The Fifth Element: SPACE

 

In Luc Besson’s captivating film, the ‘Fifth Element’ is materialised in human form to combine the other four terrestrial elements: earth, air, fire and water, for ultimate power. Like the beautiful Leeloo, the fifth element in Yogic philosophy is also the catalyst in the function of the others. “Space”, or “Vyana” in Sanskrit, is the element that “integrates and coordinates the other four prana vayus, keeping them balanced and nourished”. Learning about new concepts of space opened my mind to consider how we are more socially conditioned into valuing things, when really the absence of them can be a much higher prize.

Leeloo
Leeloo – the fifth element, in the film ‘The Fifth Element’

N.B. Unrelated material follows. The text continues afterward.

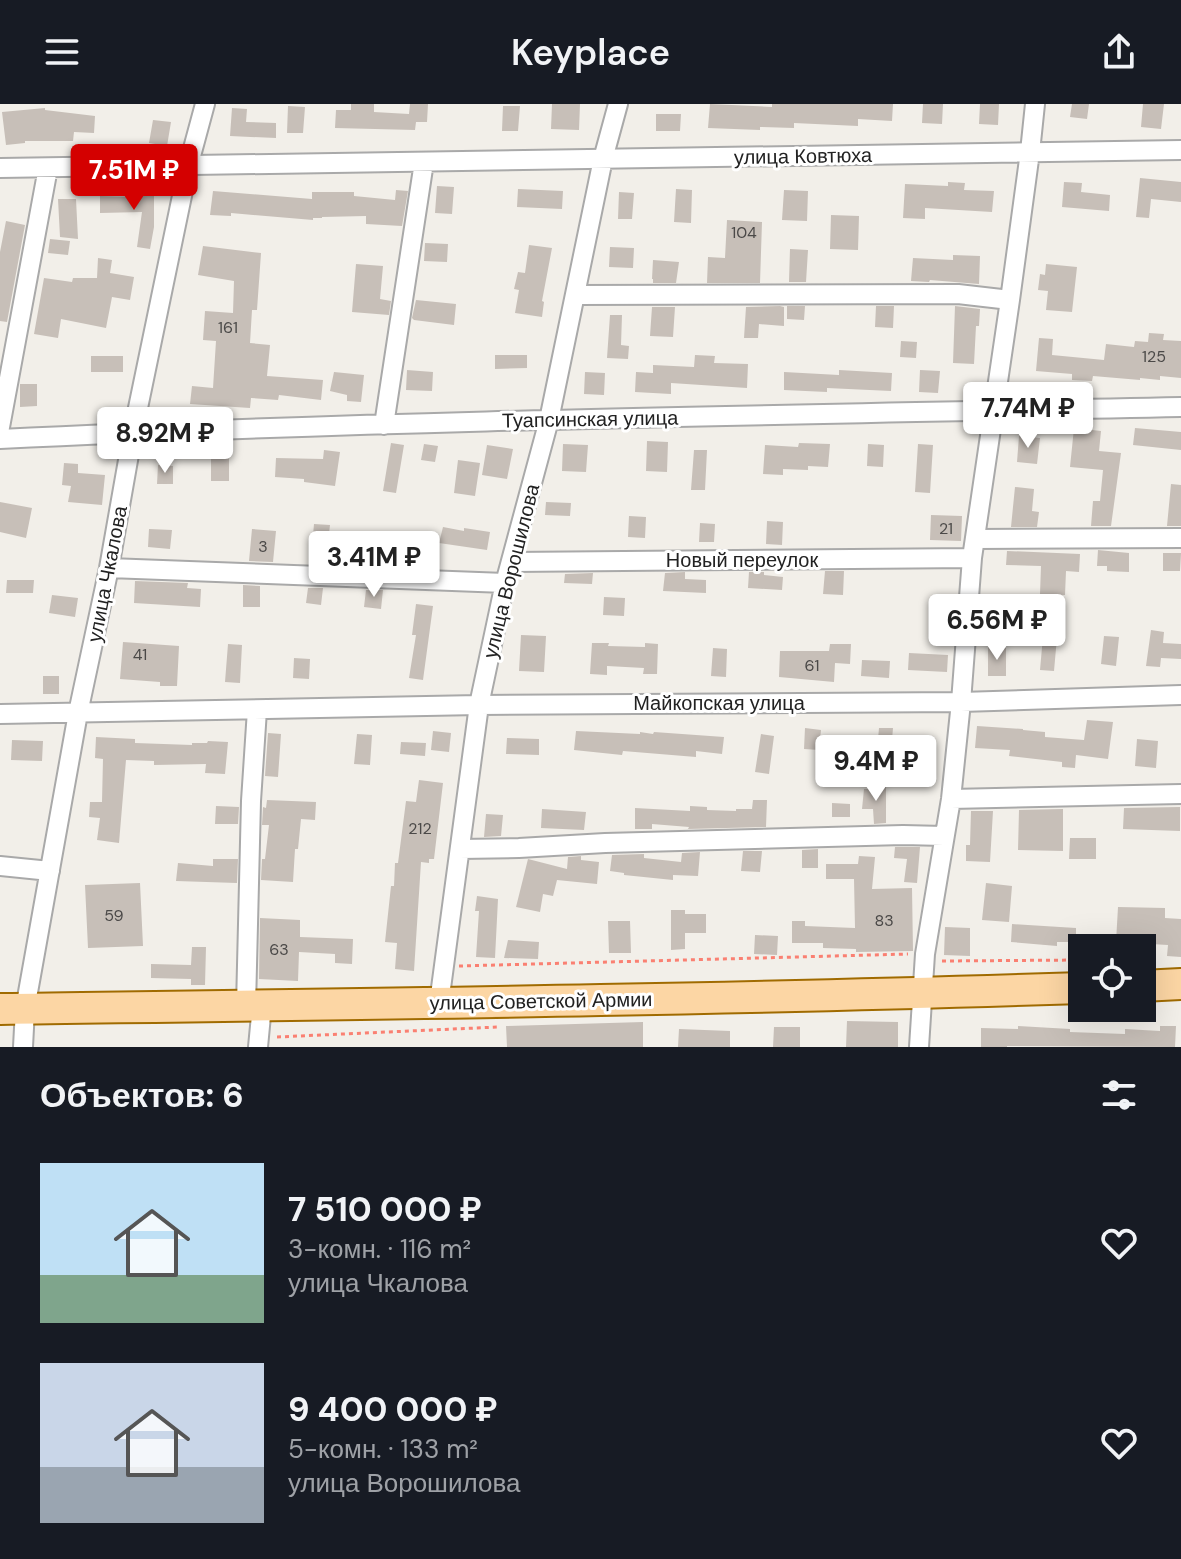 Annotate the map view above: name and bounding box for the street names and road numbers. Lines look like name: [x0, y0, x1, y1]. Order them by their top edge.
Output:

Whilst learning about ‘Vyana’ at yoga school, I concurrently listened to ‘This Anthro Life’ podcast entitled, ‘Lost in Space: From the Universe to the Space Between Atoms’. This turned out to be a fascinating combo of concepts full of mind-broadening, wide-reaching questions. The interesting cross-overs of Indian philosophy and this particular anthropological discussion generated some deep points of intrigue that I am excited to unravel.

Matter or Energy?

Many ancient cultures such as Egypt, Babylonia, Japan, Tibet, and India broke down the essential make-up of life into five basic elements: earth, water, fire, air, and space. Or in China, “void”. These ‘Classical Elements’ are really more like energies than materials, in India they are considered to be types of ‘Prana’, (Vedic life force), but the distinction between matter and energy is not so fixed in this poetic Eastern way of thinking. Even in Western scientific logic, matter is defined by the way particles move and interact. Fire is made of quick, hot particles, earth has slow moving particles, water’s are faster yet slower than air.  And space is not to be confused with air, which, like the other 3 elements, is made of matter; is some-thing. Space, well, isn’t.

Dark Materials

So can “no-thing” be taken seriously as an ingredient in the complexities of life? The concept of nothing, emptiness, void, absence, gap, is not as dead and passive as it sounds. In science, ‘anti-matter’ is a form of matter that’s very definition destroys it’s positive counterpart. ‘Dark matter’ is far from benign, but an unresponsive, unknown substance leaking in and out of everything (maybe). Space is also not the opposite of matter, or simply the lack of it. There are no particles to move, but it is the space for things to move in.  In yogic philosophy, “Vyana vayu”, the space “wind,” is considered to be the freedom that allows you to move. From this standpoint, space certainly is an essential part of everything’s existence, everywhere. The use and meanings of this element go beyond the physical into psycho-spiritual notions of freedom, letting go, and non-attachment.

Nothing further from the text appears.